Saved entries
──────
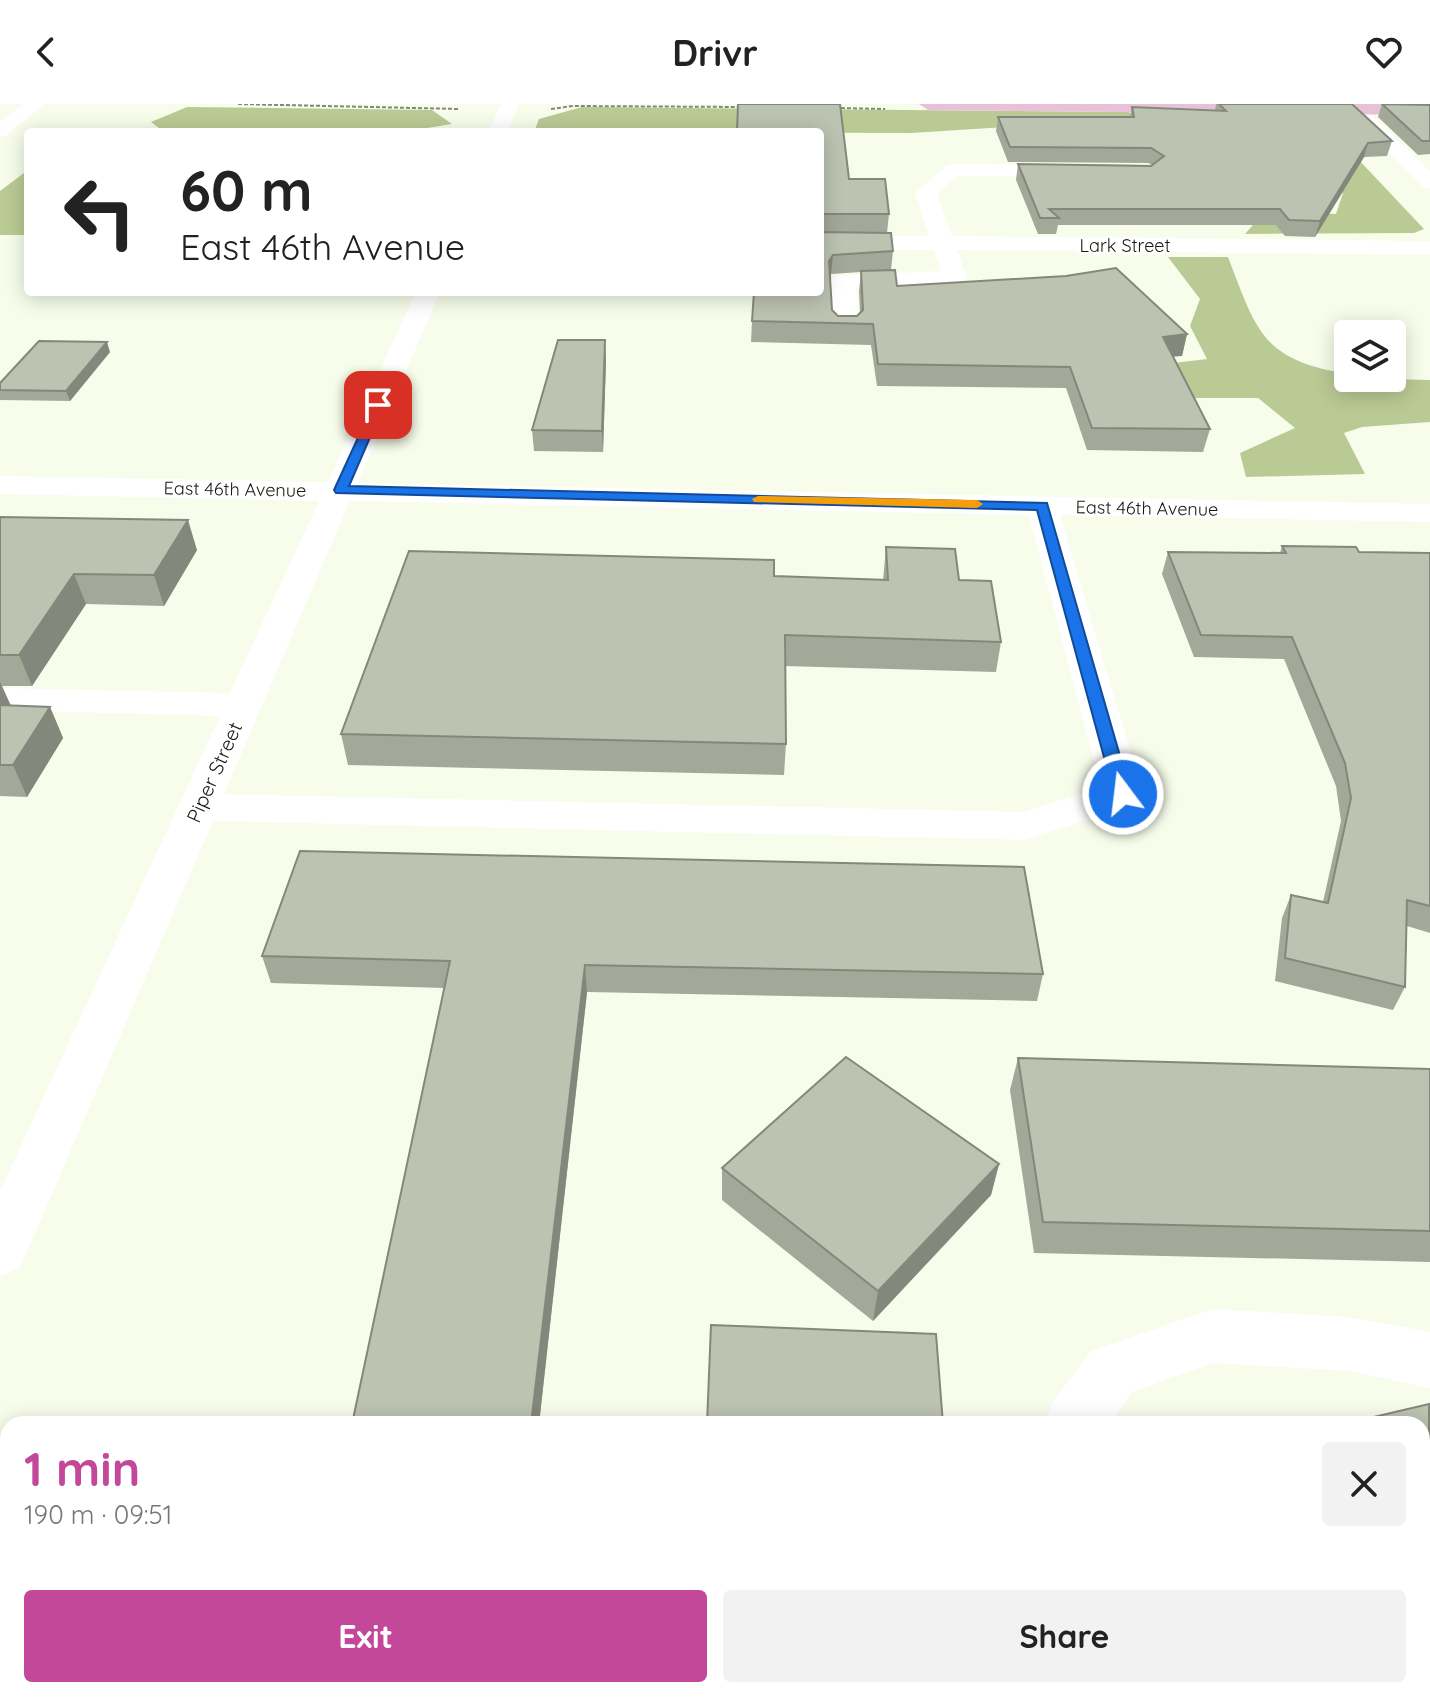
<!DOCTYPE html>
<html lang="en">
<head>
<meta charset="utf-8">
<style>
	:root { --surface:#fff; --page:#f2f2f2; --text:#222; --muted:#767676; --accent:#c34899 }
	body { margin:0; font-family:Quicksand,sans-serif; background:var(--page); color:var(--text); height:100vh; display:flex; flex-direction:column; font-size:30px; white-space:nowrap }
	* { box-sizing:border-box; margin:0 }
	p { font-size:26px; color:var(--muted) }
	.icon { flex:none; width:44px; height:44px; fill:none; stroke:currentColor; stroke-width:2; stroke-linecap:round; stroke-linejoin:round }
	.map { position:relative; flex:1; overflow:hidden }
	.drawer { position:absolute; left:0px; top:1312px; width:1430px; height:282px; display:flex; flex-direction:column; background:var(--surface); border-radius:24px 24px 0 0; box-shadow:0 4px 20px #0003 }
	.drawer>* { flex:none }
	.top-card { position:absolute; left:24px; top:24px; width:800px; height:168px; border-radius:8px; box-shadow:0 4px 20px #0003; background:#fff; color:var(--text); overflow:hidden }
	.fabs { position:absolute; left:1334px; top:216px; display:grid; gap:16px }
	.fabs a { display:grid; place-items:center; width:72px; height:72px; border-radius:8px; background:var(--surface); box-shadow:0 4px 20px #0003; font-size:40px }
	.pin { position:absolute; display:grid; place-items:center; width:68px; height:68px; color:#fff; margin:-34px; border-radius:16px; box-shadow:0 4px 12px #0006 }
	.me { position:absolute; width:88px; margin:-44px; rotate:345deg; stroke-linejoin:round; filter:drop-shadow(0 0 6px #0008) }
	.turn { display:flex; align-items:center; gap:28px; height:168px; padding:0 24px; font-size:36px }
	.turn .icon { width:104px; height:104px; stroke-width:2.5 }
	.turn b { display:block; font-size:56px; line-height:68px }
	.round { display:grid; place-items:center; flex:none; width:84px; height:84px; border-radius:8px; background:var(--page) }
	.headline { display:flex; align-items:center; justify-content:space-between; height:136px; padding:0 24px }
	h1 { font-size:48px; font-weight:700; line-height:60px; color:var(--accent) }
	.cta { display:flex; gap:16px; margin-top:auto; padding:16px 24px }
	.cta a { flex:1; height:92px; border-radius:8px; background:var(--accent); color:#fff; font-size:32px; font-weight:700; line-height:92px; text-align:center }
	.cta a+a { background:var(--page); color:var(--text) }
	header { display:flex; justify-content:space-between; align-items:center; height:104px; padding:0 24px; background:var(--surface); font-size:36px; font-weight:700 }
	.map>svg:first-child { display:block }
	.forest { fill:#baca94 }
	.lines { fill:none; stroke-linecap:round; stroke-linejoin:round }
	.path { stroke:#83877a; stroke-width:2; stroke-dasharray:4 2; stroke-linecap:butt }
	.minor { fill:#fff; fill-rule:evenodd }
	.major { fill:#e8c1d8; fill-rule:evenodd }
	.wall { fill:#a3a898; fill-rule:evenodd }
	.shaded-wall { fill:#84887c }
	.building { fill:#bdc3b1; stroke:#84887c; stroke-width:2 }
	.route { fill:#1a73e8; stroke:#114b97; stroke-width:2 }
	.slow { fill:#f59e0b }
	.labels { text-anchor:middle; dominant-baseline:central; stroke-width:6; stroke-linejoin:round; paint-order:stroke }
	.far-street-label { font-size:18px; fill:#171913; stroke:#fff }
	.street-label { font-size:20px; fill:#171913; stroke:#fff }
</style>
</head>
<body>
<header><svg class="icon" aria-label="back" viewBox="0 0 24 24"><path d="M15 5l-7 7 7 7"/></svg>Drivr<svg class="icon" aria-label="heart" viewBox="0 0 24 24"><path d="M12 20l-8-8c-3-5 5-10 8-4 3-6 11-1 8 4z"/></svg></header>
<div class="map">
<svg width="1430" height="1593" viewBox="0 0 1430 1593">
	<rect width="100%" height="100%" fill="#f7fdea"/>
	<g class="forest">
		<path d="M187,3l245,3 20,14 -50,8h-238l-13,-10z"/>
		<path d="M582,3l546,5 18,6 -235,15 -377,-1 5,-13z"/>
		<path d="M1323,18l101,107 -10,4 -169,1 21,-24 70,4 7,-21 -46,-10z"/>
		<path d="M28,66v65h-28v-44z"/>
		<path d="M1168,153h60c29,75 34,103 120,117v4l82,2v42l-68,5 -18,6 21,41 -119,3 -6,-24 55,-25 -37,-30h-103l19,-35 33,-4 -17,-33 10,-27z"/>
	</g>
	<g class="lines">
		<g class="path">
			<path d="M238,0l221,5"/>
			<path d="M835,4l50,1"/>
			<path d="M551,5l22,-3 168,1"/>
		</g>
		<g class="minor">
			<path d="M23,0h21l-37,31 -7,2v-15z"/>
			<path d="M501,0h18l-11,28h-20z"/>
			<path d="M1346,0h14l70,67v18l-7,-2 -77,-75 -2,-4z"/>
			<path d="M953,60l124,1 10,6 -10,6 -119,-1 -21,18 15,42 478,5v14l-473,-5 10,28 -4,5 -107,5 3,41 -4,5h-18l-4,-5 -2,-48 3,-5 107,-5 -7,-21 -114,-1v-14l109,1 -14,-43 31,-27z"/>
			<path d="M416,188h24l-82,191 1072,21v18l-370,-7 83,279 -6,9 -111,37 -813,-19 -193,447 -20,8v-85l220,-475 -220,-6v-22l230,5 89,-192 -319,-7v-18l328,6zM350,397l679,14 72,272 -77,25 -800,-18z"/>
			<path d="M1213,1205l136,8 81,15v56l-81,-17 -136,-8 -81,29 -22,32h-66l8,-21 39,-52z"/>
			<path d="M1049,1586h70l1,7h-70z"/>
		</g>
		<path class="major" d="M919,0h511v11l-502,-5z"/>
	</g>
	<g class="wall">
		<path d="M738,0l111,75 40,35 -2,19 6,18 -2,19 6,16 290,48 -5,22h-9l37,73 -7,23 -116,-2 -21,-62 -189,-2 -6,-41 -120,-3 1,-21 68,-29zM861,168l-2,19 1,21 -3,4h-19l-6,-6 -2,-33 1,-3z"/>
		<path d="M1216,0h136l40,37 -5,15 -23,1 -49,80 -30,-1 -9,-11h-218l-2,9h-18l-22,-54 2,-16 134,1 -4,-2 -140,-1 -12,-31 2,-14h132l2,-10 83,4z"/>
		<path d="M1382,0l48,1v49l-12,1 -40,-38z"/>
		<path d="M110,248l-40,49 -70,-1v-17z"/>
		<path d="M606,256l-3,92 -69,-1 -2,-21z"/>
		<path d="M0,413l197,33 -33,56 -78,-2 -54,82h-30l9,20 39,1 13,31 -36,59 -27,-1z"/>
		<path d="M1282,442l77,6 71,1v380l-23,-7 -2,61 -12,23 -118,-29 7,-63 9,-23 32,7 18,-81 -5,-35 -52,-127 -90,-2 -32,-83 6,-22 112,1z"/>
		<path d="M886,443l73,33 42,62 -5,30 -211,-6 1,78 -2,31 -436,-10 -7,-31 433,-158 109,4z"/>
		<path d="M262,852l781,18 -6,27 -450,-9 -48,432h-187l93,-436 -174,-5z"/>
		<path d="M1018,954l412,11v193l-396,-9 -24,-163z"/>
		<path d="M999,1060l-8,31 -118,126 -151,-121v-32z"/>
		<path d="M1294,1586h128l8,7h-133z"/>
	</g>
	<g class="shaded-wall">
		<path d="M1368,39l-4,14 -49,80 5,-16z"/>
		<path d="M833,151l-2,19 -3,7 1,-20z"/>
		<path d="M1187,230l-5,22 -24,2 5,-21z"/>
		<path d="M605,236l1,20 -3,92 -1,-21z"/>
		<path d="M107,238l3,10 -40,49 -4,-10z"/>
		<path d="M188,416l9,30 -33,56 -10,-31z"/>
		<path d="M74,470l12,30 -54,82 -13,-31z"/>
		<path d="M0,578l14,31 -14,23z"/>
		<path d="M50,603l13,31 -36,59 -14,-32z"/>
		<path d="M585,861l2,27 -48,432h-8z"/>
		<path d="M999,1060l-8,31 -118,126 5,-30z"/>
		<path d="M1430,1585v8h-31z"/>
		<path d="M508,1586h10v7h-11z"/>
	</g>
	<g class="building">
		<path d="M738,0h102l9,75h36l4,35h-69v-82h-83z"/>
		<path d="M1219,0h133l40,37 -24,2 -48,78 -31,-1 -9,-11h-231l10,9h-19l-22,-54 133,2 13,-10 -13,-8 -141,-1 -12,-30h136l-2,-10 94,4z"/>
		<path d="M1382,0l48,1v36h-8z"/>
		<path d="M820,128l71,1 2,18 -60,4 -4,6 3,49 6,6h19l6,-6 -2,-39 34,-1 2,16 169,-10 50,-8 71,66 -24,3 47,92 -118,-1 -22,-61 -192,-3 -5,-40 -121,-3 2,-29h66z"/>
		<path d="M558,236h47l-3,91 -70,-1z"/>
		<path d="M39,237l68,1 -41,49 -66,-1v-7z"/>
		<path d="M0,413l188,3 -34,55 -80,-1 -55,81h-19z"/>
		<path d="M1282,442l74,1 3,5 71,1v353l-23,-6 -2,87 -120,-29 6,-63 37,8 23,-105 -6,-35 -53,-126 -91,-2 -33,-83 118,1z"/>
		<path d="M886,443l69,2 4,31 32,1 10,61 -216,-7 1,109 -445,-10 68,-183 365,9v16l114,4z"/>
		<path d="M0,601l50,2 -37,58h-13z"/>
		<path d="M300,747l724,16 19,107 -458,-9 -54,459h-179l98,-463 -188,-5z"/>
		<path d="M846,953l153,107 -121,127 -156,-123z"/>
		<path d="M1018,954l412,11v162l-387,-9z"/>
		<path d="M711,1221l225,9 7,90h-236z"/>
		<path d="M1429,1300l1,285 -31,8h-69l-3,-7h95v-266h-78z"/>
		<path d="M411,1586h97l-1,7h-97z"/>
		<path d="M695,1586h260l1,7h-261z"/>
	</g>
	<path class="route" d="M374,299l10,2 -35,81 698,17 84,291 -8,6 -9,-6 -77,-284 -701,-17 -2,-3z"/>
	<path class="slow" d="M758,392l219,4 6,4 -6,4 -223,-6 -2,-3z"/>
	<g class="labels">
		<g class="far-street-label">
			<text x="1125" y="141">Lark Street</text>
			<text transform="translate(235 385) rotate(1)">East 46th Avenue</text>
			<text transform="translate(1147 404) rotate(1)">East 46th Avenue</text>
		</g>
		<g class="street-label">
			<text transform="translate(214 668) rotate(-66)">Piper Street</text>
		</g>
	</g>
</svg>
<div class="fabs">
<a><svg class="icon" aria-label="layers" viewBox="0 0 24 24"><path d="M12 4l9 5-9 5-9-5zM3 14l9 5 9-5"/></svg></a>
</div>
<div class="pin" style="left:378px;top:301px;background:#d93025"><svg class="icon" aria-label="arrive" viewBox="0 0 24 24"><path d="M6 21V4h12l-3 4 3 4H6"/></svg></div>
<svg class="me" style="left:1123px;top:690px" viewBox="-20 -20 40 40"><circle r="17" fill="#1a73e8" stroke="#fff" stroke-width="3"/><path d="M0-11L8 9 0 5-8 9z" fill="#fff"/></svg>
<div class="top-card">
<div class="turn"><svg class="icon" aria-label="left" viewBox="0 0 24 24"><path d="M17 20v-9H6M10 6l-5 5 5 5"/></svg><div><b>60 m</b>East 46th Avenue</div></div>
</div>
<section class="drawer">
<div class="headline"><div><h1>1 min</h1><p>190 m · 09:51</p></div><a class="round"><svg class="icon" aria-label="close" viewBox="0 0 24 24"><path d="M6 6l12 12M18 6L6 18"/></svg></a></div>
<div class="cta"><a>Exit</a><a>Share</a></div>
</section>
</div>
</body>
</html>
──────
### DIRECTIONS FOR THIS TASK
Only one stretch of the data above is needed. Restate it word for word, from the line containing "position:absolute; width:88px; margin:-44px;" through the line containing "display:flex; justify-content:space-between; align-items:center;", both ends included.

### RESPONSE TO THIS EXERCISE
	.me { position:absolute; width:88px; margin:-44px; rotate:345deg; stroke-linejoin:round; filter:drop-shadow(0 0 6px #0008) }
	.turn { display:flex; align-items:center; gap:28px; height:168px; padding:0 24px; font-size:36px }
	.turn .icon { width:104px; height:104px; stroke-width:2.5 }
	.turn b { display:block; font-size:56px; line-height:68px }
	.round { display:grid; place-items:center; flex:none; width:84px; height:84px; border-radius:8px; background:var(--page) }
	.headline { display:flex; align-items:center; justify-content:space-between; height:136px; padding:0 24px }
	h1 { font-size:48px; font-weight:700; line-height:60px; color:var(--accent) }
	.cta { display:flex; gap:16px; margin-top:auto; padding:16px 24px }
	.cta a { flex:1; height:92px; border-radius:8px; background:var(--accent); color:#fff; font-size:32px; font-weight:700; line-height:92px; text-align:center }
	.cta a+a { background:var(--page); color:var(--text) }
	header { display:flex; justify-content:space-between; align-items:center; height:104px; padding:0 24px; background:var(--surface); font-size:36px; font-weight:700 }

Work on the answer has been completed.